Cambiare (e incrociarsi) per vivere
Una particolare specie detta Geospiza fortis ha attirato l’attenzione degli autori: è diffusa su due isole e presenta sia individui BB dal becco smussato, individui PP dal becco aguzzo e eterozigoti BP con fenotipi intermedi. Condivide l’habitat con una specie dal becco smussato su una delle isole ed una col becco aguzzo sull’altra.

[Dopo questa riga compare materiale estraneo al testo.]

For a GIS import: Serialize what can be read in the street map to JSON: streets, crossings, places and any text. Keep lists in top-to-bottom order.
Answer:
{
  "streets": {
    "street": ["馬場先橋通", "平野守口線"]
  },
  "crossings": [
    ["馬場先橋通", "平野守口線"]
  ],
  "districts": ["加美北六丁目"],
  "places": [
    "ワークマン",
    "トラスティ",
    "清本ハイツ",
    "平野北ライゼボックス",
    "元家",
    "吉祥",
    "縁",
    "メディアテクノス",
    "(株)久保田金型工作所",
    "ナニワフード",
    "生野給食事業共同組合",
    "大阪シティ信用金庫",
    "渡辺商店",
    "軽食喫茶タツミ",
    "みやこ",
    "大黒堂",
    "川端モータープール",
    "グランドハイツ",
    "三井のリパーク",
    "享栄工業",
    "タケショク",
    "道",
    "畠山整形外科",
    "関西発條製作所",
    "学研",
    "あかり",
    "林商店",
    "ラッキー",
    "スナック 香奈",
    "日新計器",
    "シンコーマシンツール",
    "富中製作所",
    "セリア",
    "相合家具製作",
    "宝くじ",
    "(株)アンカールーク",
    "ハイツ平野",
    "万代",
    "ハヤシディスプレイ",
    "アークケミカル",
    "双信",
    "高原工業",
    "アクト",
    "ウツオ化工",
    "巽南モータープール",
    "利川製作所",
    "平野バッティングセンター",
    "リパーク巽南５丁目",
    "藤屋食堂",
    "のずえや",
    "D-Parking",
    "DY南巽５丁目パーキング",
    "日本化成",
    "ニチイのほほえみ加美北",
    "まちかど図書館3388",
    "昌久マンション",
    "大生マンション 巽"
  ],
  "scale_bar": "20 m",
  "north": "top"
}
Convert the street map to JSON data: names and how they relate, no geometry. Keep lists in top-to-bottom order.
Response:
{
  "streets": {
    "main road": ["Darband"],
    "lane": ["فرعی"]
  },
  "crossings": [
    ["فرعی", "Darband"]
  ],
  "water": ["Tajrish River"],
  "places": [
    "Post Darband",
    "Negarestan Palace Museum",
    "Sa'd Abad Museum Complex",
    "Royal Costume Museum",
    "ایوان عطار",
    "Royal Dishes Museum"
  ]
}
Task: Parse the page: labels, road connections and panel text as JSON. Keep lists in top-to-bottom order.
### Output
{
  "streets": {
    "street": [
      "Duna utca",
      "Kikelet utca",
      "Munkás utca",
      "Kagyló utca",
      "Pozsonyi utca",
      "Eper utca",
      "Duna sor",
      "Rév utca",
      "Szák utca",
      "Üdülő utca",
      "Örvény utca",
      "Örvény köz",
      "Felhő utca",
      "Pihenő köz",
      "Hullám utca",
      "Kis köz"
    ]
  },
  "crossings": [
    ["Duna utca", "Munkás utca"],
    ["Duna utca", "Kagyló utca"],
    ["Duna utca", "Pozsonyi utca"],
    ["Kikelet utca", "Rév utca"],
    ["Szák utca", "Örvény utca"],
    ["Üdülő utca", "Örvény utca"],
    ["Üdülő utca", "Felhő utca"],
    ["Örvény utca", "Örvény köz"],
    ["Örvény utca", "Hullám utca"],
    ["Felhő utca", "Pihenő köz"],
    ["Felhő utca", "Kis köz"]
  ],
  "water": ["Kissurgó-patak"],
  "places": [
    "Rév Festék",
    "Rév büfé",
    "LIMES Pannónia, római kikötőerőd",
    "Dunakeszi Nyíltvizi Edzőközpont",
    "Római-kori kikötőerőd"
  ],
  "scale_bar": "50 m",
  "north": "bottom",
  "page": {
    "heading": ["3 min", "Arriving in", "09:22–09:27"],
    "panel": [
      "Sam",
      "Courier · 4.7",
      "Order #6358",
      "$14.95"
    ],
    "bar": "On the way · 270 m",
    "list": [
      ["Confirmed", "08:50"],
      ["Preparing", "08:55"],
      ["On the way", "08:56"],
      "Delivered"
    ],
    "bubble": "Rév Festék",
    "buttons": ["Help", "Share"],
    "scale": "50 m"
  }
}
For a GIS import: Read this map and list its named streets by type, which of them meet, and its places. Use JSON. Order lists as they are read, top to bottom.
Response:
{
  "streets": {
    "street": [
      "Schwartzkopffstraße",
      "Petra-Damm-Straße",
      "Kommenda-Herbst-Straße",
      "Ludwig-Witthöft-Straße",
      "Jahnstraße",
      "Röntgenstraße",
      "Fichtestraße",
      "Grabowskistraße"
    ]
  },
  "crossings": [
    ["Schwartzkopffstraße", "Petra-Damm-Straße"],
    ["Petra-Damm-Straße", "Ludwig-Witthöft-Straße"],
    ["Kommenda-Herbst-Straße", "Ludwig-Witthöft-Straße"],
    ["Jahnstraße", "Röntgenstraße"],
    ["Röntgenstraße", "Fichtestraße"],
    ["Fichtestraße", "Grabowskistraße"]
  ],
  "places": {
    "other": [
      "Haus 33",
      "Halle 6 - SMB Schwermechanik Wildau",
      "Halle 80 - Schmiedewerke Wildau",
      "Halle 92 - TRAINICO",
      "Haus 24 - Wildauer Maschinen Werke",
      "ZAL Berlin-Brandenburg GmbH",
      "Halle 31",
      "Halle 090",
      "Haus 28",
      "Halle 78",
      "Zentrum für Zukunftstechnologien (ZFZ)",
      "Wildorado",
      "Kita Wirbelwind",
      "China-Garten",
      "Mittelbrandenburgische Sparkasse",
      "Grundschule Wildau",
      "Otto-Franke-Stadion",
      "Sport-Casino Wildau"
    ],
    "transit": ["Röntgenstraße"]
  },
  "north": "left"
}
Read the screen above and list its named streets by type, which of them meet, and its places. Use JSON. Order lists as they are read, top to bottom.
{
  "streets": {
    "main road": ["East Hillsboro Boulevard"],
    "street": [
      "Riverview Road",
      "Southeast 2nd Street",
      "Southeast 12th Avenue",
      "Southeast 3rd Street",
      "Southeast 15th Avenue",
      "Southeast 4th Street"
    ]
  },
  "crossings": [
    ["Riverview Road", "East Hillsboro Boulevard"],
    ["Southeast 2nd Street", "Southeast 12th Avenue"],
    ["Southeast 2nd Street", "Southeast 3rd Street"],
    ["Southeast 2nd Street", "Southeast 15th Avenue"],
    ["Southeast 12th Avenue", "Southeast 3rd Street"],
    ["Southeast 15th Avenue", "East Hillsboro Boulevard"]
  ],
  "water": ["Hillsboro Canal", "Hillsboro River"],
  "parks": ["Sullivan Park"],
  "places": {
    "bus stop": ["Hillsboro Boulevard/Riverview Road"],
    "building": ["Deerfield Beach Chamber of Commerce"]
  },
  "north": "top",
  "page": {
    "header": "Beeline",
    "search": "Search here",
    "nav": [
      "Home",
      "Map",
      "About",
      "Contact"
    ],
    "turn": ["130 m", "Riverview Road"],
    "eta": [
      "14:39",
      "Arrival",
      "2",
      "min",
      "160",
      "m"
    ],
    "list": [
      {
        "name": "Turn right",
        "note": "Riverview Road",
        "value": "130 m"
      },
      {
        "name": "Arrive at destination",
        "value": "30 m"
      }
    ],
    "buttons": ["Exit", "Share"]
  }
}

Probabilmente grazie al flusso di geni interspecie gli individui di G. fortis presentano becchi e geni più simili a quelli della specie con cui convivono rispetto agli individui dell’altra isola. Gli autori più anziani della ricerca, Peter Grant e sua moglie B. Rosemary Grant, avevano già osservato le popolazioni di G. fortis per quasi trent’anni, notando come il fenotipo del becco e le frequenze geniche variassero con le variazioni del clima occorse in questo periodo. La microevoluzione (il cambiamento nella frequenza dei geni presenti in una popolazione) oltre che sufficiente a produrre alla lunga nuove specie, sembra necessario alle singole specie per sopravvivere. Forse per questo motivo i flussi di geni fra specie (introgressione) sono più comuni di quanto si ritenesse anche fra gli animali.
La pianta dell’evoluzione ha rami forti, ma proprio i fringuelli alla sua base sembrano averle regalato una nuova gemma verde.
Riferimenti:
Lamichhaney S, Berglund J, Almén MS, Maqbool K, Grabherr M, Martinez-Barrio A, Promerová M, Rubin CJ, Wang C, Zamani N, Grant BR, Grant PR, Webster MT, Andersson L. Evolution of Darwin’s finches and their beaks revealed by genome sequencing. Nature. 2015 Feb 19;518(7539):371-5. doi: 10.1038/nature14181.